Abstract
Staphylococcus schleiferi has rarely been reported to cause pyogenic spondylitis. A 42-year-old man had been treated for Crohn's disease with immunosuppressive agents and home parenteral nutrition via a central vein (CV) port. The patient was admitted to our hospital, presenting with neck pain and a fever. A neurological examination showed slight weakness in his left-hand muscles, and he was diagnosed with pyogenic spondylitis of C6 and C7 vertebral bodies due to catheter-related blood stream infection caused by S. schleiferi. An early diagnosis by magnetic resonance imaging, CV port removal and antibiotic therapy targeting S. schleiferi improved his symptoms.

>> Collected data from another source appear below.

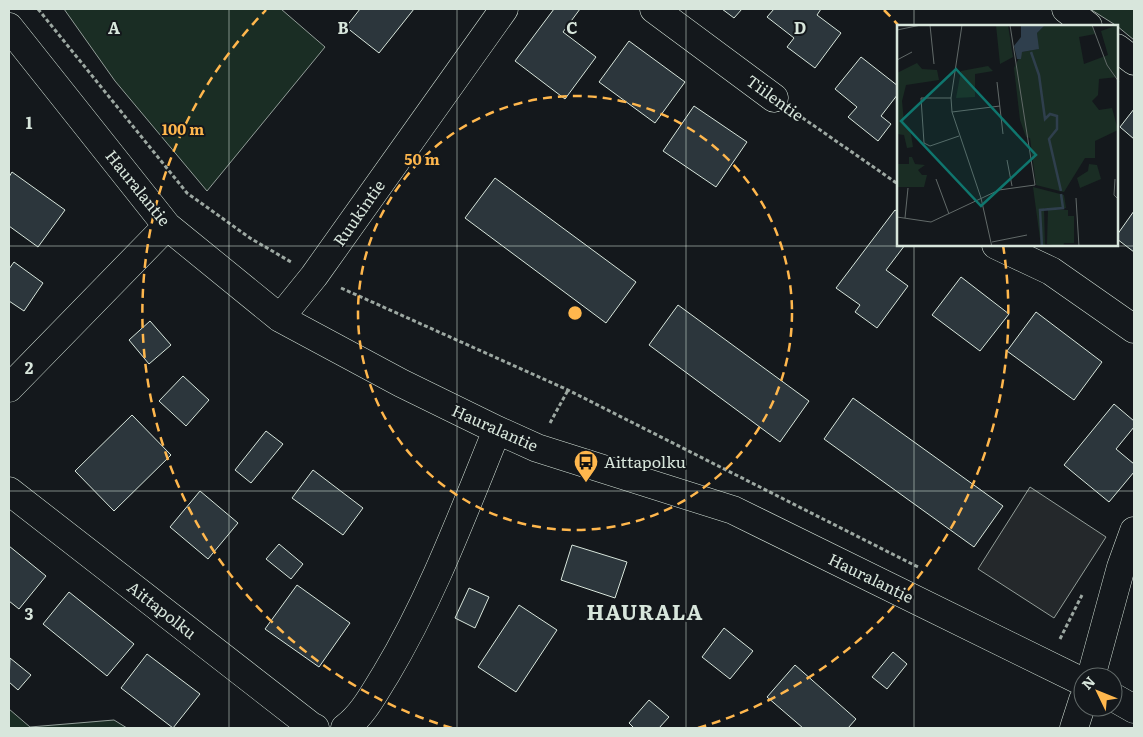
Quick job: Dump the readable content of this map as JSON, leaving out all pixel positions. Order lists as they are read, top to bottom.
{
  "streets": {
    "street": [
      "Tiilentie",
      "Hauralantie",
      "Ruukintie",
      "Aittapolku"
    ]
  },
  "crossings": [
    ["Hauralantie", "Ruukintie"]
  ],
  "districts": ["HAURALA"],
  "places": {
    "bus stop": ["Aittapolku"]
  },
  "north": "top left",
  "grid": {
    "columns": [
      "A",
      "B",
      "C",
      "D"
    ],
    "rows": ["1", "2", "3"]
  },
  "rings": ["100 m", "50 m"]
}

Keywords: pyogenic spondylitis, Staphylococcus schleiferi, Crohn's disease, home parenteral nutrition, immunosuppressive agents
Introduction
Pyogenic spondylitis is an infrequent infection of the spine that arises via a hematogenous route and is most often reported in immunocompromised patients. A recent nationwide study (1) showed a greater increase in pyogenic spondylitis cases than in tuberculous spondylitis cases.
We encountered a patient with Crohn's disease, a chronic and progressive inflammatory disorder of the gastrointestinal tract. Patients often undergo multiple operations, eventually leading to the development of short bowel syndrome. Bowel rest, elemental diet and corticosteroids have been the main treatment; however, immunomodulatory therapies, such as anti-tumor necrosis factor antibodies (e.g. adalimumab), have become the main therapy in recent decades (2).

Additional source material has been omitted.